WORK TO BE COMPLETED »
All entries must be given again in full, exactly as they were supplied.

GIVEN DATA »
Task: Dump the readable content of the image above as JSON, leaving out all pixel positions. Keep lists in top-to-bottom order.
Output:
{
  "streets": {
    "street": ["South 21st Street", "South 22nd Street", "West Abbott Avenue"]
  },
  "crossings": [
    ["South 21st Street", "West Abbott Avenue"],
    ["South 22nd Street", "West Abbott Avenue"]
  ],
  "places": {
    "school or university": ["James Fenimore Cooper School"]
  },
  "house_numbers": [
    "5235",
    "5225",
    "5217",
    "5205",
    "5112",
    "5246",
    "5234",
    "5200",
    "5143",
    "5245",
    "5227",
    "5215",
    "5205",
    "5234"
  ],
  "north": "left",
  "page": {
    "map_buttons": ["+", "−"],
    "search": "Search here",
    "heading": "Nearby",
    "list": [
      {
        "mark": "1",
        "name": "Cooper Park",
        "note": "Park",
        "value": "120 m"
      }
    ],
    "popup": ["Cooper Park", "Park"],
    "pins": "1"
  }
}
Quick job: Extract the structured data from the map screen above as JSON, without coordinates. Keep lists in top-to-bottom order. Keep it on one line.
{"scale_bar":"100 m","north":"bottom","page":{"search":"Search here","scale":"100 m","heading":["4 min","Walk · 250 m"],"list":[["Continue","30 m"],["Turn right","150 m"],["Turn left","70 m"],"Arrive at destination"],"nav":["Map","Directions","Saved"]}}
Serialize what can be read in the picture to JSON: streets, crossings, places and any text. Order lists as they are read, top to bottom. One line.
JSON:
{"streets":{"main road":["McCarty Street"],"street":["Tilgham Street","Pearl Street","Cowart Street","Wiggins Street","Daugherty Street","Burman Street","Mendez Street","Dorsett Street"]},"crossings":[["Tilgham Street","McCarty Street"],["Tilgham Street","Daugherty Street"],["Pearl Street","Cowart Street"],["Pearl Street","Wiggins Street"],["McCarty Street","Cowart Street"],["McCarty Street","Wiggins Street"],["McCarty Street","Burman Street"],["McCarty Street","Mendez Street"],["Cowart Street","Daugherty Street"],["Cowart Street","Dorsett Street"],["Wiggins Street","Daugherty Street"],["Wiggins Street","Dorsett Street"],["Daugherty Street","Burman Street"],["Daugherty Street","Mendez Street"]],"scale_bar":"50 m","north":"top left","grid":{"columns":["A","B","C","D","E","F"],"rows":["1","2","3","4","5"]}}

RESULT »
Task: Dump the readable content of the image above as JSON, leaving out all pixel positions. Keep lists in top-to-bottom order.
Output:
{
  "streets": {
    "street": ["South 21st Street", "South 22nd Street", "West Abbott Avenue"]
  },
  "crossings": [
    ["South 21st Street", "West Abbott Avenue"],
    ["South 22nd Street", "West Abbott Avenue"]
  ],
  "places": {
    "school or university": ["James Fenimore Cooper School"]
  },
  "house_numbers": [
    "5235",
    "5225",
    "5217",
    "5205",
    "5112",
    "5246",
    "5234",
    "5200",
    "5143",
    "5245",
    "5227",
    "5215",
    "5205",
    "5234"
  ],
  "north": "left",
  "page": {
    "map_buttons": ["+", "−"],
    "search": "Search here",
    "heading": "Nearby",
    "list": [
      {
        "mark": "1",
        "name": "Cooper Park",
        "note": "Park",
        "value": "120 m"
      }
    ],
    "popup": ["Cooper Park", "Park"],
    "pins": "1"
  }
}
Quick job: Extract the structured data from the map screen above as JSON, without coordinates. Keep lists in top-to-bottom order. Keep it on one line.
{"scale_bar":"100 m","north":"bottom","page":{"search":"Search here","scale":"100 m","heading":["4 min","Walk · 250 m"],"list":[["Continue","30 m"],["Turn right","150 m"],["Turn left","70 m"],"Arrive at destination"],"nav":["Map","Directions","Saved"]}}
Serialize what can be read in the picture to JSON: streets, crossings, places and any text. Order lists as they are read, top to bottom. One line.
JSON:
{"streets":{"main road":["McCarty Street"],"street":["Tilgham Street","Pearl Street","Cowart Street","Wiggins Street","Daugherty Street","Burman Street","Mendez Street","Dorsett Street"]},"crossings":[["Tilgham Street","McCarty Street"],["Tilgham Street","Daugherty Street"],["Pearl Street","Cowart Street"],["Pearl Street","Wiggins Street"],["McCarty Street","Cowart Street"],["McCarty Street","Wiggins Street"],["McCarty Street","Burman Street"],["McCarty Street","Mendez Street"],["Cowart Street","Daugherty Street"],["Cowart Street","Dorsett Street"],["Wiggins Street","Daugherty Street"],["Wiggins Street","Dorsett Street"],["Daugherty Street","Burman Street"],["Daugherty Street","Mendez Street"]],"scale_bar":"50 m","north":"top left","grid":{"columns":["A","B","C","D","E","F"],"rows":["1","2","3","4","5"]}}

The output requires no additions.